De lidstaten moeten op vier niveaus controles instellen en de Commissie moet erop toezien dat de controlesystemen deugdelijk zijn en doeltreffend functioneren; zie tabel 3 . De Commissie voert uitgebreide auditactiviteiten uit in de lidstaten en wanneer zij vaststelt dat hun controlesystemen tekortkomingen vertonen die tot gevolg hebben dat fouten onopgemerkt blijven, vraagt zij hen corrigerende maatregelen te nemen en kan zij ook de tussentijdse betalingen opschorten of financiële correcties opleggen.

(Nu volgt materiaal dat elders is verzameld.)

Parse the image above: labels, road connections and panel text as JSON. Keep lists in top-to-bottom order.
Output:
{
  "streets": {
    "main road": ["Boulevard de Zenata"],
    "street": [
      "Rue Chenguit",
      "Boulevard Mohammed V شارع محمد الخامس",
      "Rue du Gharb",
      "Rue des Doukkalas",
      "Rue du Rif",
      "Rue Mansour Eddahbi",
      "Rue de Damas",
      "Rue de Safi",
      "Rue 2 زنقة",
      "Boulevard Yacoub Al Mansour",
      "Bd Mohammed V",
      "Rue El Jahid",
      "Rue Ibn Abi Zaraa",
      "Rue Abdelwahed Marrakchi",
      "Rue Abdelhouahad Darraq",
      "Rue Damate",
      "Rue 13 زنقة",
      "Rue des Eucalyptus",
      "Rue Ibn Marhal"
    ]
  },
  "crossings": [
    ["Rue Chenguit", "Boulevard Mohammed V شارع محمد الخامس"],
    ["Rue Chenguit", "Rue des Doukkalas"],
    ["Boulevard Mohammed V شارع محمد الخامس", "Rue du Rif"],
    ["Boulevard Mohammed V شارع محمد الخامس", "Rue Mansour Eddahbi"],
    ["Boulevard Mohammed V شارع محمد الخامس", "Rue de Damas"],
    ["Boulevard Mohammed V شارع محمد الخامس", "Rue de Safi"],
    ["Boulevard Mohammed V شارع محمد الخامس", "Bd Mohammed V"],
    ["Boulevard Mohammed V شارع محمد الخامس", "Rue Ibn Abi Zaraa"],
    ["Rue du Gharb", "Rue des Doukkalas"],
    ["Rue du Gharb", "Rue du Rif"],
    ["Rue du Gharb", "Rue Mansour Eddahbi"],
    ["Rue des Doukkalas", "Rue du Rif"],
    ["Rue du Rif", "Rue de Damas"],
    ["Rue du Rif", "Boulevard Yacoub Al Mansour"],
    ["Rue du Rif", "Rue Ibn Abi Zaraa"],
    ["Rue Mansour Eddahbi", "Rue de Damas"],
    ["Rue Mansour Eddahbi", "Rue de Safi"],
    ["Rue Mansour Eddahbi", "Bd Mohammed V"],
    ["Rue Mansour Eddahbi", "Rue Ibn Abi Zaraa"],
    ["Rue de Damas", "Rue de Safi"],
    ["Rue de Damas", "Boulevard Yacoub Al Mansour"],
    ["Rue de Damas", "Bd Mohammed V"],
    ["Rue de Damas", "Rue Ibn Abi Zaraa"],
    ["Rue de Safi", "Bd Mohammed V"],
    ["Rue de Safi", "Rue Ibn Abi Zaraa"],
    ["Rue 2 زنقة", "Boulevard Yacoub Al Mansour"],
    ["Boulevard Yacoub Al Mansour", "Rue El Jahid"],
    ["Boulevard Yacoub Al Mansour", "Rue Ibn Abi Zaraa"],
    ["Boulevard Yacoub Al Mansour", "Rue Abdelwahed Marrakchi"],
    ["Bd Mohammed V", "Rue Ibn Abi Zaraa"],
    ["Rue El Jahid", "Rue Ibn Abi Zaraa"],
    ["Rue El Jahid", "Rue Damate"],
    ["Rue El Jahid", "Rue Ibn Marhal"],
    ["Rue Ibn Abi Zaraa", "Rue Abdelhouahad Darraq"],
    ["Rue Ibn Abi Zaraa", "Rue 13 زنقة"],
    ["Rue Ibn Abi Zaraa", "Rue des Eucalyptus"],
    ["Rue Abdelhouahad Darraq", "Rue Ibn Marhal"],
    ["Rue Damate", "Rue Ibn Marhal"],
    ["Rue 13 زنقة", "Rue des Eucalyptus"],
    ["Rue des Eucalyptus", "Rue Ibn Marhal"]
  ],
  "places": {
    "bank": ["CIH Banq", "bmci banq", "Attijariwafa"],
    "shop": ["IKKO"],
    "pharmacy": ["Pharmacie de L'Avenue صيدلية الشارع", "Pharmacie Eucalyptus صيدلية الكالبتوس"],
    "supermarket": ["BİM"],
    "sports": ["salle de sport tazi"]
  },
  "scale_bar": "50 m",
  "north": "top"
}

Tabel 3. Controlestructuren bij structurele acties

Lidstaat | Beheersautoriteit | Dagelijkse controles van de projectverrichtingen (inclusief de zogeheten controles ex artikel 4) |

Betalingsautoriteit | Certificeren van de projectuitgaven |

Auditorgaan | Systeemaudits en controles achteraf van steekproeven van projectverrichtingen |

Afsluitingsorgaan | Validering van de definitieve projectuitgavendeclaratie |

Commissie | Toezicht door middel van audits, actieplannen, opschorting van betalingen en financiële correcties |

In het jaarverslag over 2006 heeft de Rekenkamer haar beoordeling gegeven van 19 controlesystemen in negen lidstaten. Voor elk controlesysteem heeft de Rekenkamer nagegaan of elk niveau in de controlestructuur bevredigend, deels bevredigend of onbevredigend was, zie tabel 4 .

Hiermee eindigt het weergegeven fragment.